***** Data in this exercise

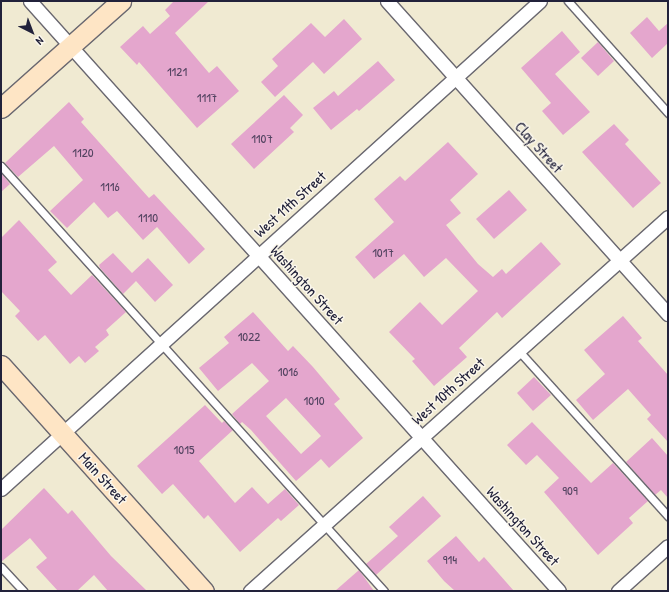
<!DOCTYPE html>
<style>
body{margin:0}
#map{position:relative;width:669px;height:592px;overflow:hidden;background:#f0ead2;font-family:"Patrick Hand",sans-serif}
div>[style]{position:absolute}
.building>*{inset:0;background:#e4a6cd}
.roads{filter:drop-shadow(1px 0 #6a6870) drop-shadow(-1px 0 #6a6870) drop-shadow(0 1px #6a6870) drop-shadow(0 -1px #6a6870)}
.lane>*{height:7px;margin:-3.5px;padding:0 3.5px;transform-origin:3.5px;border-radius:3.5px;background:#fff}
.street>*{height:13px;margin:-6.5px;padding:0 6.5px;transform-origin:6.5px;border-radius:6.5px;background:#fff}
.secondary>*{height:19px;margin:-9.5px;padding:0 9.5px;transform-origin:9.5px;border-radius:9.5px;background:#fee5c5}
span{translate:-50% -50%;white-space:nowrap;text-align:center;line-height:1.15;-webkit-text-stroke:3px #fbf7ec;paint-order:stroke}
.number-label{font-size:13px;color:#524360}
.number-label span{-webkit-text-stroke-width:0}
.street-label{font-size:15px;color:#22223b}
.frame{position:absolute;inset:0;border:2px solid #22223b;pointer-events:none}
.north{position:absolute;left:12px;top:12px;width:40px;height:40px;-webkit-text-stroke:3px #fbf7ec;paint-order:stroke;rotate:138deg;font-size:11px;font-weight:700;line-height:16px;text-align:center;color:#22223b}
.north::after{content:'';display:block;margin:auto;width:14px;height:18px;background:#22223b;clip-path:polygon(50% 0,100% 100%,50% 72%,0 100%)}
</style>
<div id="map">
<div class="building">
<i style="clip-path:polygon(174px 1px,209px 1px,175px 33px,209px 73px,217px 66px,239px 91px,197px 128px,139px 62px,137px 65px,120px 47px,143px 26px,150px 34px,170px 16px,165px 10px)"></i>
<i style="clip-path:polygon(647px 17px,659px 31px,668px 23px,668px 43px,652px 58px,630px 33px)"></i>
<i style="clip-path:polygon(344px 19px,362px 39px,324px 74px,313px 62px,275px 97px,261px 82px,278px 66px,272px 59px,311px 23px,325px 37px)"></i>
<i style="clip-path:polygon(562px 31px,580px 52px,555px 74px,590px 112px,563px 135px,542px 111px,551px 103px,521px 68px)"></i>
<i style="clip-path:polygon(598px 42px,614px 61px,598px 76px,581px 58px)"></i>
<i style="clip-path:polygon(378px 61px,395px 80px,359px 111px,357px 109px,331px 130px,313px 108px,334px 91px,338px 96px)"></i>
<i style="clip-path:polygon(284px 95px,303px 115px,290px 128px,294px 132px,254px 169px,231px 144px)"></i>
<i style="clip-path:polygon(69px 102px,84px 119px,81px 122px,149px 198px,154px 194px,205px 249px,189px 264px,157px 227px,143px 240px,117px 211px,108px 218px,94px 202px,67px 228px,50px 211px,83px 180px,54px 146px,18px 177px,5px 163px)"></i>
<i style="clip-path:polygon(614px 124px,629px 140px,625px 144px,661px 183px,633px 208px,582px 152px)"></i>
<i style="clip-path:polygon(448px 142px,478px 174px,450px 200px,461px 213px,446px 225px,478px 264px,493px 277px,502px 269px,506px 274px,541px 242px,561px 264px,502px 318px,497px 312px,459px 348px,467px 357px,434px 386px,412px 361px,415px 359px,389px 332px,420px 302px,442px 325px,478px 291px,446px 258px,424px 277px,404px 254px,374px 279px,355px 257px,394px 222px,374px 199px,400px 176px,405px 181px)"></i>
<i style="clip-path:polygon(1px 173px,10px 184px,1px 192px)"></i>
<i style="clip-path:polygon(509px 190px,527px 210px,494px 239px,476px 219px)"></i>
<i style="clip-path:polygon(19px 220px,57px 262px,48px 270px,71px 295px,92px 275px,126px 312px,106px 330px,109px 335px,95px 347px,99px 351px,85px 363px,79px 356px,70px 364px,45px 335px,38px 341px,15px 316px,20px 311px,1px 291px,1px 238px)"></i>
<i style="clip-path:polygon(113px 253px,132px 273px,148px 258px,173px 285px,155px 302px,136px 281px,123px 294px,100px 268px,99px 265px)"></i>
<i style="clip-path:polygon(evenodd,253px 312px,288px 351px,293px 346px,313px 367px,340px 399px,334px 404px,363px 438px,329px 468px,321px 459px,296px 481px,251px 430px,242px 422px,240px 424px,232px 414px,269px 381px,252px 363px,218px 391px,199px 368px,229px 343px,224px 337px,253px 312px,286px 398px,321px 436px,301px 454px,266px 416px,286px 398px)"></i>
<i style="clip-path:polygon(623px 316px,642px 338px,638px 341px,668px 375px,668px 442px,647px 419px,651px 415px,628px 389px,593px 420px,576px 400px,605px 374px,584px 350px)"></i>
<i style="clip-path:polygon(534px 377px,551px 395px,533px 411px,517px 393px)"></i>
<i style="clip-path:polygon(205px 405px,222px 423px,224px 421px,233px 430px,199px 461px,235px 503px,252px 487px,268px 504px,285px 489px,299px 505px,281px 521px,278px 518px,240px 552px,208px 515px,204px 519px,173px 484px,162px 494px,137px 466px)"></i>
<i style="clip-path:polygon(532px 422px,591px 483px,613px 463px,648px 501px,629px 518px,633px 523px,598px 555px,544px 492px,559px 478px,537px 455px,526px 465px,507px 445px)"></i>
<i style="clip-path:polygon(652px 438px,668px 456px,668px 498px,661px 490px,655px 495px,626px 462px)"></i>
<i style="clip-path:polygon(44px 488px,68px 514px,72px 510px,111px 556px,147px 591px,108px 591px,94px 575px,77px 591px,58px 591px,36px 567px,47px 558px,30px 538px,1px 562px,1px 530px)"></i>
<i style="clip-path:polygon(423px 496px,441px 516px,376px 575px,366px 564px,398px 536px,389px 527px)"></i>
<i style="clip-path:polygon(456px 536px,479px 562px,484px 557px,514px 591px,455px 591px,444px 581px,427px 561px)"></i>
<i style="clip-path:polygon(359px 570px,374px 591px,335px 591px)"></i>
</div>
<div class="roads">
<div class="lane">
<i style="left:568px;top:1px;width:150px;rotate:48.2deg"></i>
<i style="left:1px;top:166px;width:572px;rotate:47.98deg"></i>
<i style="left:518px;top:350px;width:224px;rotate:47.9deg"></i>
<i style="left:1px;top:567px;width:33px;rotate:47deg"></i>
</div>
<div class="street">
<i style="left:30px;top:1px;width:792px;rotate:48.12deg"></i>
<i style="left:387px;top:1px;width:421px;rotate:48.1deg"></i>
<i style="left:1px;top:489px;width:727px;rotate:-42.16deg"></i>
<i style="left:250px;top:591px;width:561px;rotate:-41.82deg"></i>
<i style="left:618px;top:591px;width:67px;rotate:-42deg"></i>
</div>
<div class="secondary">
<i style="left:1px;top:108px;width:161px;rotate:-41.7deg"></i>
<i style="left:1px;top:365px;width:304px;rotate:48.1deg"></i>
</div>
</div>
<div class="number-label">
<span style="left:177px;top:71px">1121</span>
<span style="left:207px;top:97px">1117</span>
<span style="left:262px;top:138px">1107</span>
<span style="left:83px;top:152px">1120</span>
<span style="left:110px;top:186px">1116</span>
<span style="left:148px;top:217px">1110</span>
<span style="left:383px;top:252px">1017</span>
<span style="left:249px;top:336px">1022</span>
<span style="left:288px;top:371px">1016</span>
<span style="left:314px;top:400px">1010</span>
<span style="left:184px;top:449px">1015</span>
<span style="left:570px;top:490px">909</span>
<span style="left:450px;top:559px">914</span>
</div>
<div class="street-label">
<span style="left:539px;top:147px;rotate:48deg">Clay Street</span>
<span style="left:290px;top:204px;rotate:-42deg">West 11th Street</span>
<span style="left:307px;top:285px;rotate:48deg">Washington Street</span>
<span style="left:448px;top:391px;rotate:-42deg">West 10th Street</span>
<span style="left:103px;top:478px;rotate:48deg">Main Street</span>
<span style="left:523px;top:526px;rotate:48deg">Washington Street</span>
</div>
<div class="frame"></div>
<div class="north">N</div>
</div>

**********

Filter the entries down to the lines that hold "Washington". Copy those lines.

→ **Output**
<span style="left:307px;top:285px;rotate:48deg">Washington Street</span>
<span style="left:523px;top:526px;rotate:48deg">Washington Street</span>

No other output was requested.